The City of Tshwane could not explain why the ANC’s chief whip and parliament were allowed to run up a utility bill of close to R1 million for failure to pay for water and lights on property they rented for the past six years.
According to documents seen by The Citizen, the party owes R806 999 for water and electricity, which they haven’t paid a cent towards since they first occupied the property in January 2012.
This after a month-to-month lease agreement was signed between the city and the ANC’s parliamentary chief whip, and a “new” agreement signed in April 2012 by head of ANC caucus Livhuwani Matsila.
At the time of the agreement, the city was run by former mayor Kgosientso Ramokgopa.
But according to clause 3 of the agreement, the ANC was liable for payment of all charges by the municipality “in respect of the supply of electricity and water and any other service of whatever nature, rendered by the municipality to the lessee”. The party was up to date in terms of paying its monthly R6 000 rent.

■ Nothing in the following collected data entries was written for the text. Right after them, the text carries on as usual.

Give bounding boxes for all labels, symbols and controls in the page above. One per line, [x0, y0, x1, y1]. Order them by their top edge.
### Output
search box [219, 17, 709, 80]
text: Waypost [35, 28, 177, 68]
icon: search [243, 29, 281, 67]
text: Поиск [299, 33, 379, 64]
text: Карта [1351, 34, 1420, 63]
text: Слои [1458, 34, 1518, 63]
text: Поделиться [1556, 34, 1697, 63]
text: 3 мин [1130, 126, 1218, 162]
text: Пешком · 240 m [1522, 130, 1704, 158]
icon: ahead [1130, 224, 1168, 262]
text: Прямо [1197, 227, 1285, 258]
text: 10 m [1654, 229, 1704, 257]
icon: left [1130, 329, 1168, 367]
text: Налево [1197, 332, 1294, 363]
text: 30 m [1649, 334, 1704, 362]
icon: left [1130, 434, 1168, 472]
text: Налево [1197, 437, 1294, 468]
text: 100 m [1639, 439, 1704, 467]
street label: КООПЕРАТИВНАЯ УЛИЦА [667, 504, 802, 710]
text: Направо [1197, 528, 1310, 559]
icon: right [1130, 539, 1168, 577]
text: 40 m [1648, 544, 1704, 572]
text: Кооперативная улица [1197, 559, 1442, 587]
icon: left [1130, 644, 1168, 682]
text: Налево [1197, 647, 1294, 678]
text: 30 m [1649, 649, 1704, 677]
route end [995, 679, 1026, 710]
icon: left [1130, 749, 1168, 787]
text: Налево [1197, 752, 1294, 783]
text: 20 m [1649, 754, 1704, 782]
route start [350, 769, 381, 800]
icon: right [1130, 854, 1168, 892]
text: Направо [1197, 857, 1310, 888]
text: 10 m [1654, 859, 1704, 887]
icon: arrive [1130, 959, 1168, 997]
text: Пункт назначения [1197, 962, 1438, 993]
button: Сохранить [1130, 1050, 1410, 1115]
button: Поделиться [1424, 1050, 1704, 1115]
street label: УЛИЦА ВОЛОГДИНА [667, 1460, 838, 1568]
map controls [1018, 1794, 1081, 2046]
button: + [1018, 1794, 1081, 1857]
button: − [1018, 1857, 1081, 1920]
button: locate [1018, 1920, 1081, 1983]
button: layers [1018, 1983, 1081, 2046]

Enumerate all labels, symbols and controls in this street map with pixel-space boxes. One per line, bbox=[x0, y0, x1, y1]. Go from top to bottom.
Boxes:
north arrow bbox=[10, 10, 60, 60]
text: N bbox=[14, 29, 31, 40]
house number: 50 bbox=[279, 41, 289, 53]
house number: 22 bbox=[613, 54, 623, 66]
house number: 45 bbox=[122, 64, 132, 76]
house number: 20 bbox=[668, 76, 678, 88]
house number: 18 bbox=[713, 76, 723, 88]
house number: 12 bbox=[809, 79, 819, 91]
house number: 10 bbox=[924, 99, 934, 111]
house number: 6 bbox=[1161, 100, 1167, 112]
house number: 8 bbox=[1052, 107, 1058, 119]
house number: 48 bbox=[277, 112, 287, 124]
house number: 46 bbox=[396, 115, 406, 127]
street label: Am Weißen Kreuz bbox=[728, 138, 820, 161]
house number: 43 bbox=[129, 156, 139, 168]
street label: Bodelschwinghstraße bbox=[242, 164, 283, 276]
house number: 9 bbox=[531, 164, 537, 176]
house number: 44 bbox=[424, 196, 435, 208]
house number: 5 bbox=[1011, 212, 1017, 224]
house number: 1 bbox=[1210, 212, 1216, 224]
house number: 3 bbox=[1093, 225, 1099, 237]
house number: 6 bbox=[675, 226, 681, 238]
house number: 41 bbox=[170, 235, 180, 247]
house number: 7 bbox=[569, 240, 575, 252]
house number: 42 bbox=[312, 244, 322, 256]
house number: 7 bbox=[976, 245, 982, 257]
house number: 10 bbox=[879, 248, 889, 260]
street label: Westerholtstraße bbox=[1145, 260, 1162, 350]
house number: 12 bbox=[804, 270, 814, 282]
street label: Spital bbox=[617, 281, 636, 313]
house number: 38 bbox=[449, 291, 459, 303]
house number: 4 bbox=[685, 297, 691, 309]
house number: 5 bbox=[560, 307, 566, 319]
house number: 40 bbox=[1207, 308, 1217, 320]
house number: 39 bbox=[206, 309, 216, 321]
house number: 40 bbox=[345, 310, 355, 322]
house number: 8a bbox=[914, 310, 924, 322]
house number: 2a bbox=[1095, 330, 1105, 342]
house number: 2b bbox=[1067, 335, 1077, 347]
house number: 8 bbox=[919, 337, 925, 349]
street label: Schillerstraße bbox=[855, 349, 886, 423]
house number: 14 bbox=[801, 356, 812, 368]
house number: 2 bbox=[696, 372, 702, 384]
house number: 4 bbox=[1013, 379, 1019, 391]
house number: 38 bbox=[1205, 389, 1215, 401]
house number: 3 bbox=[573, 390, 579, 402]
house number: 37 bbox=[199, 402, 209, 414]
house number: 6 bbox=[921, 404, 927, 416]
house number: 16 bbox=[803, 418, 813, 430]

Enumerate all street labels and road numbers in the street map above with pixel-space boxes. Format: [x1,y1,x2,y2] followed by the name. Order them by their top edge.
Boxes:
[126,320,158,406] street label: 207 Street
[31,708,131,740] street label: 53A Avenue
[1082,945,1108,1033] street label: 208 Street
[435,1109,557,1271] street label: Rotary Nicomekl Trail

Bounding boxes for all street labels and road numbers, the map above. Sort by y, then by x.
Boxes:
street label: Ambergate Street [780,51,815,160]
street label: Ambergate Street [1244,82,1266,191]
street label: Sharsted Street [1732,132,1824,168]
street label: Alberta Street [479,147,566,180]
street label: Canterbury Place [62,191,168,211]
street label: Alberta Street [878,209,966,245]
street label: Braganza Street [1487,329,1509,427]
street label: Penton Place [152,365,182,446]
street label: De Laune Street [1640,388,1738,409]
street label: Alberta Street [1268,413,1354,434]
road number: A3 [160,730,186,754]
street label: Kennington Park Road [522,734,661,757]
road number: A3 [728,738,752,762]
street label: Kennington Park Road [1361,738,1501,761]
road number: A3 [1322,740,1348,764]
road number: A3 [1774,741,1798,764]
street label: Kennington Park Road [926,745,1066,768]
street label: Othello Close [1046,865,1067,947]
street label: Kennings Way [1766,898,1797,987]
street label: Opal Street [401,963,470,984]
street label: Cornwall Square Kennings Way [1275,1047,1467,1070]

It was only this year, however, that the city queried the exorbitant utility bill. Even though the lease agreement states that the tenants would be given a 10-day notice to comply should they breach the contract, and clearly states they would be evicted should they fail to comply, this was not done.
But the discrepancy was only noticed in the city’s recent internal report dated July 23, which stated that water and electricity bills were not paid since the party moved in six years ago.
In the city’s report, the property may be used for dwelling units, a guesthouse, a parking site and a residential building.
“Since the inception of the account, the lessee has never made any payments towards the city for the usage of water and electricity consumption,” reads the report. It also says that meter readings were not estimates, as the recent meter readings reflect “actual” readings on the billing system.
But the report further states: “Services continues to be rendered to the leased premises.”
After querying with the city, the reason for the ANC remaining at the property could not yet be confirmed. Tshwane spokesperson Lindela Mashigo could only confirm that the matter was handed to a debt collection agency.
“Attempts to recover the arrears have been followed in line with the credit control and debt collection policy,” was all he had to say.